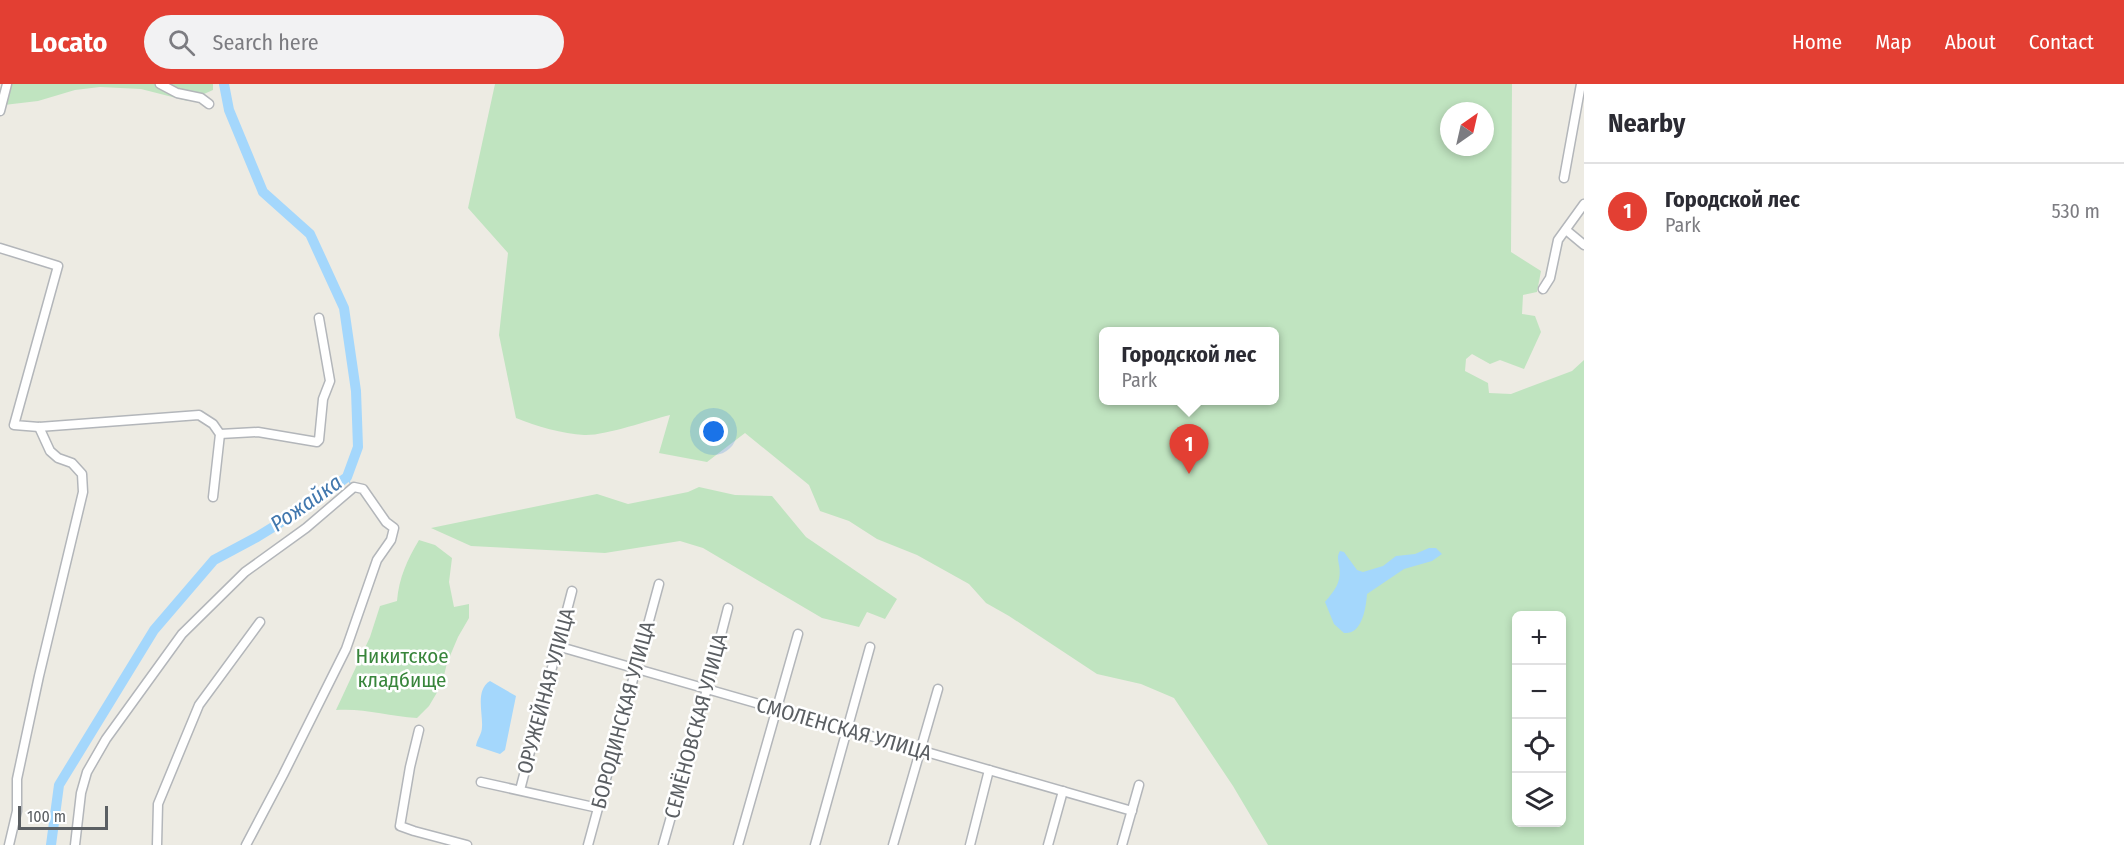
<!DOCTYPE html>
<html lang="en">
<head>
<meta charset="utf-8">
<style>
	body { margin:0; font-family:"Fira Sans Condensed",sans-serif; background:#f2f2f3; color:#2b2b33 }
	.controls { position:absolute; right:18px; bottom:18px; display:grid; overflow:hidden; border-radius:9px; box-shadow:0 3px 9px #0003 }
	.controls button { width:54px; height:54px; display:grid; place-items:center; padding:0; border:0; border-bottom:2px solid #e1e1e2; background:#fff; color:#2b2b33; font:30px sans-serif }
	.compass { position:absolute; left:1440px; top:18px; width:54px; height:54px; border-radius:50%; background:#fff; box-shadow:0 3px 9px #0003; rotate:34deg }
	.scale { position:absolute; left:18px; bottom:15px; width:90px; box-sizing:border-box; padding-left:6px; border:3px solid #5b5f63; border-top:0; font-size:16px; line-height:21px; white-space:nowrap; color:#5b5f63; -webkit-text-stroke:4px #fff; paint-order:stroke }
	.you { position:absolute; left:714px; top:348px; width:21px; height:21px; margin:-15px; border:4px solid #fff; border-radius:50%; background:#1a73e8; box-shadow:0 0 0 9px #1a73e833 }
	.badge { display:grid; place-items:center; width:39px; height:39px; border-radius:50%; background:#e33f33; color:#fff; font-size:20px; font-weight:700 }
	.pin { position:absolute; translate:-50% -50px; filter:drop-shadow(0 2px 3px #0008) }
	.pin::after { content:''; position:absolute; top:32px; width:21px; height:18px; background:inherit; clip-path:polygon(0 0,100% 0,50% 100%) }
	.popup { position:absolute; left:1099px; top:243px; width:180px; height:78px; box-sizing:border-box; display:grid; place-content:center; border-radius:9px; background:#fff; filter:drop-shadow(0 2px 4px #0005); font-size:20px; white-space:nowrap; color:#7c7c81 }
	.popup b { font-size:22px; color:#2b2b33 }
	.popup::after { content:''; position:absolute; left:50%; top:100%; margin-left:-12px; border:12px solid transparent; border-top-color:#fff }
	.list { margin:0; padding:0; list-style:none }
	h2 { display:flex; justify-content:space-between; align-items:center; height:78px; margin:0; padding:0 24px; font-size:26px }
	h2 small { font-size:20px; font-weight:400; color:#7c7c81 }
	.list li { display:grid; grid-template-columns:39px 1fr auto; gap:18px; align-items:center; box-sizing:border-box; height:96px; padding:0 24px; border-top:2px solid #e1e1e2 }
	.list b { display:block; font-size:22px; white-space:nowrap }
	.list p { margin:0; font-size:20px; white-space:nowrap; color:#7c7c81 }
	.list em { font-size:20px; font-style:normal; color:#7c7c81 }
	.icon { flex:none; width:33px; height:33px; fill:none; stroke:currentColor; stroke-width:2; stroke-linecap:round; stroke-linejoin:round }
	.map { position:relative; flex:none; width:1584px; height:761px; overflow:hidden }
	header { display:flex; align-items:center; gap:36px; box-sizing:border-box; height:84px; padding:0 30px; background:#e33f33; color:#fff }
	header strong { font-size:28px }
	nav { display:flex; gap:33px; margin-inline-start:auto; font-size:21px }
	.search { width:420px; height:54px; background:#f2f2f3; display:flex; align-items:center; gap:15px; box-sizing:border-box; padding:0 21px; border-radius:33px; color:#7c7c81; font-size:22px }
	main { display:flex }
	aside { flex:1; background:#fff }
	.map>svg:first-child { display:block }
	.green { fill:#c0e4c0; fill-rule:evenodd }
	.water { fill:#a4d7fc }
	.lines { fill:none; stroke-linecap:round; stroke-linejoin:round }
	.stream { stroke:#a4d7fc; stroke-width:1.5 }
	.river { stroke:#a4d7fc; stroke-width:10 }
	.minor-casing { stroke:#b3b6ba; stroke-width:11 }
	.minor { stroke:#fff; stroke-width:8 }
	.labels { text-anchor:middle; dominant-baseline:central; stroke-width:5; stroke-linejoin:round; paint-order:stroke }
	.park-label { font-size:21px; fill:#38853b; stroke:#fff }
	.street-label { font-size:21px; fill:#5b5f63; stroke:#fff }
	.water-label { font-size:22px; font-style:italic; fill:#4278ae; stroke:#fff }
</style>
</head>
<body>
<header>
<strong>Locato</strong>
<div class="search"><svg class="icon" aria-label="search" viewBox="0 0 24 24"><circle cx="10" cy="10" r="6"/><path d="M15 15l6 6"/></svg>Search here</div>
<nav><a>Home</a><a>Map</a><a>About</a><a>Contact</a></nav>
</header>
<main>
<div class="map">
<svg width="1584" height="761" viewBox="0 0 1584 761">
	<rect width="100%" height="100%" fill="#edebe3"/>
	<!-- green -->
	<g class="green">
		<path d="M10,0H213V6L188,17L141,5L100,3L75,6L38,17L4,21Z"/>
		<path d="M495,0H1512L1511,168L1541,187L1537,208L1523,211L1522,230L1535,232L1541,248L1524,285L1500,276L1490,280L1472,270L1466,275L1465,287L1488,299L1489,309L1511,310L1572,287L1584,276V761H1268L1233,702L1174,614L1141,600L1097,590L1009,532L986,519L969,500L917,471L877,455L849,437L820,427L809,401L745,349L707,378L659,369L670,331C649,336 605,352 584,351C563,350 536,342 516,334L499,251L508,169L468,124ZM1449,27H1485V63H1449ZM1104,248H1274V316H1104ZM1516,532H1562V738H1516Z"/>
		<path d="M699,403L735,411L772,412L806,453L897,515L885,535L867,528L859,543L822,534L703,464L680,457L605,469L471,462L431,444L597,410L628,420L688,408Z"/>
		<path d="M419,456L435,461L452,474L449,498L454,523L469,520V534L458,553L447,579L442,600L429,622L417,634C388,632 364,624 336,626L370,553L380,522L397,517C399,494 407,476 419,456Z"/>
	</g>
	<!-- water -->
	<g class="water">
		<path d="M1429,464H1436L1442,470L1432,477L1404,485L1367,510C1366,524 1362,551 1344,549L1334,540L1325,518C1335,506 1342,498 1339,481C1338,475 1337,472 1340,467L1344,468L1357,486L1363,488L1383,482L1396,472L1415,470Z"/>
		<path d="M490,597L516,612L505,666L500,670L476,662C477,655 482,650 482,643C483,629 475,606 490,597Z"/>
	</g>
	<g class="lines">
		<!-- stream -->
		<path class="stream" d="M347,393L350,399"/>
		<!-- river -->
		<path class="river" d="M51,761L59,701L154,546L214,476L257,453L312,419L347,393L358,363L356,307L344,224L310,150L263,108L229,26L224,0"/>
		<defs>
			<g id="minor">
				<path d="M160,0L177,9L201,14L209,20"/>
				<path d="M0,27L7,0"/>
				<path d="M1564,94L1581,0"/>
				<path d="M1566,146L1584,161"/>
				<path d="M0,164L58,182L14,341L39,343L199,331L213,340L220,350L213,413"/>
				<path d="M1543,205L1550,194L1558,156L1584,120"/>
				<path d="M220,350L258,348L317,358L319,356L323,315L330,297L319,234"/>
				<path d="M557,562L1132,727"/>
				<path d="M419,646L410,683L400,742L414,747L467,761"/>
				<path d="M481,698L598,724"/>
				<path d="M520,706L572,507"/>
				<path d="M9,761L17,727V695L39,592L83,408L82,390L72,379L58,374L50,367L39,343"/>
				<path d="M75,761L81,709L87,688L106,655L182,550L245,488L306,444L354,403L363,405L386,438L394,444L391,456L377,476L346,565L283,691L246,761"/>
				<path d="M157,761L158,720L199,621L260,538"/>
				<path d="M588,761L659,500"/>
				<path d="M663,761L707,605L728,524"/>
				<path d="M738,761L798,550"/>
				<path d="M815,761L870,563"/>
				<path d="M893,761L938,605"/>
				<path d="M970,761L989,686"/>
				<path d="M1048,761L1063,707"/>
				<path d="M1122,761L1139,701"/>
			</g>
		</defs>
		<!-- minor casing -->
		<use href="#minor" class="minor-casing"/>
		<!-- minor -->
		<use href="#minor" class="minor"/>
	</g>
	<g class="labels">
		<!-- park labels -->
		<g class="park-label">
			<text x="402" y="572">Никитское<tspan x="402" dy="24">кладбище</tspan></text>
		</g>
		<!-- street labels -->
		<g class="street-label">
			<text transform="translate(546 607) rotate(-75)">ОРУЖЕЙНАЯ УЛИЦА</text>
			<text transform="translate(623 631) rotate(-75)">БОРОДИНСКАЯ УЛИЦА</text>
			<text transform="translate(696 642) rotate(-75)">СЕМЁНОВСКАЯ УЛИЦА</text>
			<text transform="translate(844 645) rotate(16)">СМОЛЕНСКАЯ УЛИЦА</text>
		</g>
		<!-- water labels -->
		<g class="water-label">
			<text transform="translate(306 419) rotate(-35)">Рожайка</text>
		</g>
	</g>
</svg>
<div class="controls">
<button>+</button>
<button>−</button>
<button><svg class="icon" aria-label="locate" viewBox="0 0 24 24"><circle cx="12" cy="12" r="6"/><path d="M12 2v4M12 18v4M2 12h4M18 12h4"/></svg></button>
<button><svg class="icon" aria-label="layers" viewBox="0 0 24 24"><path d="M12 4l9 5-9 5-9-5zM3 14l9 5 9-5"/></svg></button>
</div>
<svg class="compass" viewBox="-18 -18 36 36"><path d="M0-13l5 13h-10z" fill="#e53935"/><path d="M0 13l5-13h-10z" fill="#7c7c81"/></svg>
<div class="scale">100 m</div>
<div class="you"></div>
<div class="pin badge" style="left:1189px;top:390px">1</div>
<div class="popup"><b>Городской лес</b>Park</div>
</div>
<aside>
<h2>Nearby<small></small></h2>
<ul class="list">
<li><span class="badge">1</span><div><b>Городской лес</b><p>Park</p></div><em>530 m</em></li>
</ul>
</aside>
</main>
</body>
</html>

■ What you need to do ■
Each line above that includes the word "linejoin" is to be copied.

■ Exercise solution ■
	.icon { flex:none; width:33px; height:33px; fill:none; stroke:currentColor; stroke-width:2; stroke-linecap:round; stroke-linejoin:round }
	.lines { fill:none; stroke-linecap:round; stroke-linejoin:round }
	.labels { text-anchor:middle; dominant-baseline:central; stroke-width:5; stroke-linejoin:round; paint-order:stroke }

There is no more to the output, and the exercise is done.